# Caring for M-edge Covers



## Sofie (Dec 30, 2008)

Has anyone tried to clean the inside of their M-edge cover? I noticed that the suede? on the inside of the cover is slightly soiled from handling it so much. I just wondered what would be safe to use on it. I would like to clean it before it gets worse.


----------



## Linda Cannon-Mott (Oct 28, 2008)

I've had my m-edge 4 months but it doesn't need cleaning ...yet. Why don't you google suede and see if you can find a cleaning suggestion. I was going to suggest a damp cloth with Dawn dishwash but I don't have a clue. Maybe someone will post an answer.


----------



## MonaSW (Nov 16, 2008)

You might try this from eHow: http://www.ehow.com/how_3139_clean-suede.html Although I might use an Art Gum Eraser instead.


----------



## Sofie (Dec 30, 2008)

Thank you MonaSW.  I'm going to try the eraser.


----------



## sebat (Nov 16, 2008)

I think you should email M-edge and see what they suggest.


----------



## Sofie (Dec 30, 2008)

> I think you should email M-edge and see what they suggest.

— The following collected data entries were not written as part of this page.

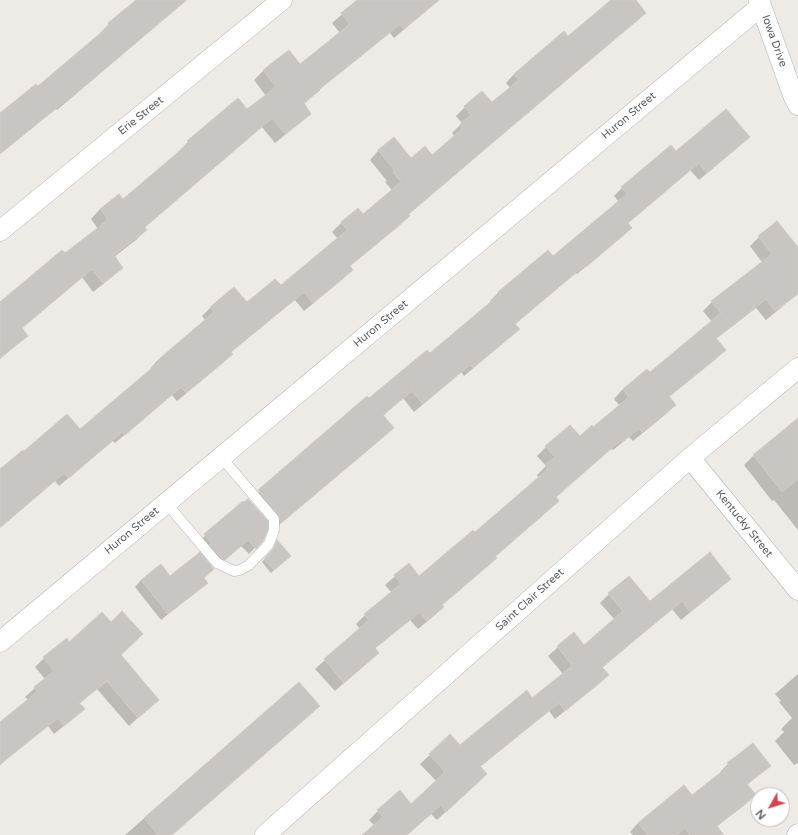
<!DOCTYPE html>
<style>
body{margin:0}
#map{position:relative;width:798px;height:835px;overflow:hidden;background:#eeeae5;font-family:"Varela Round",sans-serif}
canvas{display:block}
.north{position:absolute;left:750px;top:787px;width:40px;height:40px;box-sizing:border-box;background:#fff;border:1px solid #bec0c1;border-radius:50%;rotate:231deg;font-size:11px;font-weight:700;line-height:16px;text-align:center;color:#5d6164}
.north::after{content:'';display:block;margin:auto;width:14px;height:18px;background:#d64354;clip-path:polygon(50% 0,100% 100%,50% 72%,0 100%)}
</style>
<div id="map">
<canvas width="798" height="835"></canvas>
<div class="north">N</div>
</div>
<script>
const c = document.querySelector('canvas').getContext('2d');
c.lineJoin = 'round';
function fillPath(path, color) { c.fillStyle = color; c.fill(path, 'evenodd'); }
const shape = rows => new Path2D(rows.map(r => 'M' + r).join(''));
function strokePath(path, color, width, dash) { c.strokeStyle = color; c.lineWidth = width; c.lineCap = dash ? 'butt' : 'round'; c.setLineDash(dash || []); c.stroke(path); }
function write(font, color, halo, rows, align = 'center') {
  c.font = font + ' "Varela Round",sans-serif'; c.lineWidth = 4; c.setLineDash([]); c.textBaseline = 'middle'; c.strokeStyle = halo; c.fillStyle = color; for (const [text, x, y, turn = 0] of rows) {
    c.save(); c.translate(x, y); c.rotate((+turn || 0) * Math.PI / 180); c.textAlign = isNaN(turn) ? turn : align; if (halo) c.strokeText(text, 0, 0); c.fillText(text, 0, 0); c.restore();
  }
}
fillPath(shape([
 [137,0,187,0,57,110,56,109,0,154,0,115,38,88,102,34,101,32,109,24],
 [359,0,439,0,394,38,390,33,319,90,303,105,310,113,300,123,275,143,262,127,144,228,146,230,136,240,114,257,122,268,112,277,93,292,82,277,21,329,27,336,0,359,0,303,98,229,91,219,100,209,123,200,179,153,178,152,188,142,238,100,247,110,266,96,254,80,263,71,289,51,300,66,340,33,332,23],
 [613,0,634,0,636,21,408,215,409,216,400,225,349,267,343,279,304,311,295,300,230,352,232,354,223,363,177,401,172,395,115,443,113,441,59,486,55,481,0,528,0,471,79,431,151,370,150,369,158,360,205,320,202,316,211,307,247,304,280,287,338,239,332,232,341,223,358,210,363,215,392,190,385,182,387,181,370,160,378,151,394,138,411,159,432,156,455,137,452,133,462,123,456,116,465,107,482,92,492,103,510,88,506,83,514,74,568,38],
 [740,145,699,180,690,170,627,224,622,236,577,274,576,273,515,324,510,337,464,376,461,372,414,412,403,398,383,416,384,436,272,531,271,523,251,499,367,398,369,400,430,355,492,302,490,301,498,293,548,251,553,257,619,202,614,196,622,188,676,152],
 [759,237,798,249,798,291,782,307,766,320,756,308,716,339,725,350,716,359,669,397,675,405,666,414,633,441,629,437,613,450,611,449,555,497,558,501,549,510,495,557,441,605,443,607,434,616,418,629,410,620,374,649,368,662,335,691,315,669,360,629,356,624,365,615,392,593,385,585,408,565,419,578,474,534,539,478,537,475,546,466,537,456,546,447,579,438,593,428,620,406,614,399,623,389,650,373,712,322,703,311,712,302,762,262,750,246],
 [798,420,798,530,774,500,772,501,744,465,753,456],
 [243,503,262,540,249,554,241,546,218,565,198,542],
 [277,541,287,559,271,573,262,562,271,552,275,544],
 [170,577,203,578,207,583,161,620,135,587,141,580],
 [730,578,721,587,681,620,672,609,602,668,607,675,599,684,555,719,549,711,480,767,477,783,437,820,431,814,407,835,365,835,375,826,369,820,378,811,411,805,437,782,420,764,450,736,460,746,532,699,563,674,548,656,574,633,584,646,615,620,600,603,609,594,650,602],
 [69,643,120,655,158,700,129,726,97,689,79,704,83,709,74,718,54,734,48,726,0,765,0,723,28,700,25,697,45,679,35,667,44,658],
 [798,674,798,763,794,765,775,741,784,732,781,729,792,718,779,702,781,701,775,694],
 [299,683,319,706,172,835,125,835],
 [728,764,769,766,747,785,755,795,746,804,716,827,714,835,633,835,630,832,638,823,692,797,721,774,720,772]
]), '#0003');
const building = shape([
 [136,0,186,0,66,102,65,101,0,154,0,113,36,84,38,86,110,25,108,23,136,0],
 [357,0,439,0,404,29,400,24,319,89,320,90,304,103,311,114,285,134,272,118,145,227,147,230,114,255,123,268,103,283,92,269,22,328,28,336,0,358,0,302,62,250,65,253,108,220,100,209,119,194,123,199,189,143,187,141,238,98,247,109,276,87,263,70,289,50,300,64,350,24,341,13,357,0],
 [611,0,636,0,646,13,408,214,410,216,350,266,353,270,313,303,304,292,231,352,233,354,186,393,181,387,125,435,122,432,69,478,64,473,0,527,0,469,23,450,24,451,67,414,80,429,159,362,158,360,214,312,210,307,234,287,247,302,275,279,281,285,347,230,341,222,358,208,363,214,401,182,393,172,395,171,378,150,394,137,411,158,425,146,432,155,463,128,460,124,471,115,464,106,482,91,492,102,519,80,514,74,564,31,568,36,611,0],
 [726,109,750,137,707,173,699,163,628,223,632,228,586,267,585,265,515,324,520,329,473,368,470,365,423,404,412,391,383,415,394,428,280,524,279,515,258,490,367,396,369,398,427,350,430,353,500,294,498,292,548,250,553,256,627,194,621,187,671,145,676,151,726,109],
 [777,221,798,247,798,294,775,311,766,299,716,338,726,350,669,396,676,405,642,432,639,428,622,442,621,440,556,497,559,501,495,556,497,558,442,605,444,607,427,621,420,612,375,648,379,653,344,683,324,659,369,620,364,614,401,584,394,575,409,563,419,576,473,530,475,532,548,469,545,465,555,457,545,446,570,425,580,436,592,425,593,427,629,397,623,389,647,369,650,372,721,313,711,301,772,254,758,236,777,221],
 [798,418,798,479,782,492,753,455,798,418],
 [248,499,268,521,268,529,263,541,256,549,248,540,225,560,221,558,210,544,211,543,204,534,243,501,244,502,248,499],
 [277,540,291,556,274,570,264,559,274,548,277,540],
 [200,552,214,569,204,578,208,583,168,614,141,580,161,564,170,576,200,552],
 [710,552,731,579,690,612,682,601,602,667,609,675,565,711,559,703,480,766,487,774,446,812,441,805,407,835,362,835,383,817,377,810,400,790,411,804,445,772,429,754,450,734,460,745,527,690,532,698,572,666,557,646,574,632,584,645,623,611,608,593,629,576,650,601,710,552],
 [122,611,143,634,121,655,159,700,138,718,107,681,79,703,85,709,64,726,58,718,0,764,0,722,37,692,34,687,54,671,43,657,67,638,69,642,102,612,111,622,122,611],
 [299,682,320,706,172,835,158,835,144,818,299,682],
 [753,743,771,766,747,784,756,795,717,826,724,835,690,835,685,828,676,835,648,835,638,823,684,785,692,795,729,766,727,763,753,743]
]);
fillPath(building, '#c9c5c2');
strokePath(building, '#d2cbc4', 1);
const lane = shape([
 [166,503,217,563,234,571,240,570,249,565,269,544,274,530,274,519,221,457]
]);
const street = shape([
 [759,0,793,95,798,105],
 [0,231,282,0],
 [690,458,798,590],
 [0,642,761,6],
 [265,835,690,458,798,368],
 [797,835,798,834]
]);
strokePath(lane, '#b0b3b6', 11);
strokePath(street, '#b0b3b6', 21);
strokePath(lane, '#fff', 10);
strokePath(street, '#fff', 20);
write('11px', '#5d6164', '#fff', [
 ["Iowa Drive",774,41,70],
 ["Erie Street",141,116,-39],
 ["Huron Street",629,116,-40],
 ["Huron Street",381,324,-40],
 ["Kentucky Street",744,524,51],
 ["Huron Street",132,531,-40],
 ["Saint Clair Street",530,600,-42]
]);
</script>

I didn't think to do that. Thanks


----------



## sebat (Nov 16, 2008)

Bluebell said:


> I didn't think to do that. Thanks


I would be interested in what they say.

M-edge claims that the liner is a suede. Everyone assumes that it is a suede leather. It is actually a suede microfiber fabric much like we are seeing used on furniture right now.

There are 2 different types of microfiber. One is dry clean only. The other is easy to care for and can be cleaned with a water based cleaner. The trick is to dry it quickly using a hair drier on cool. The drier is necessary to keep the nap of the suede soft.


----------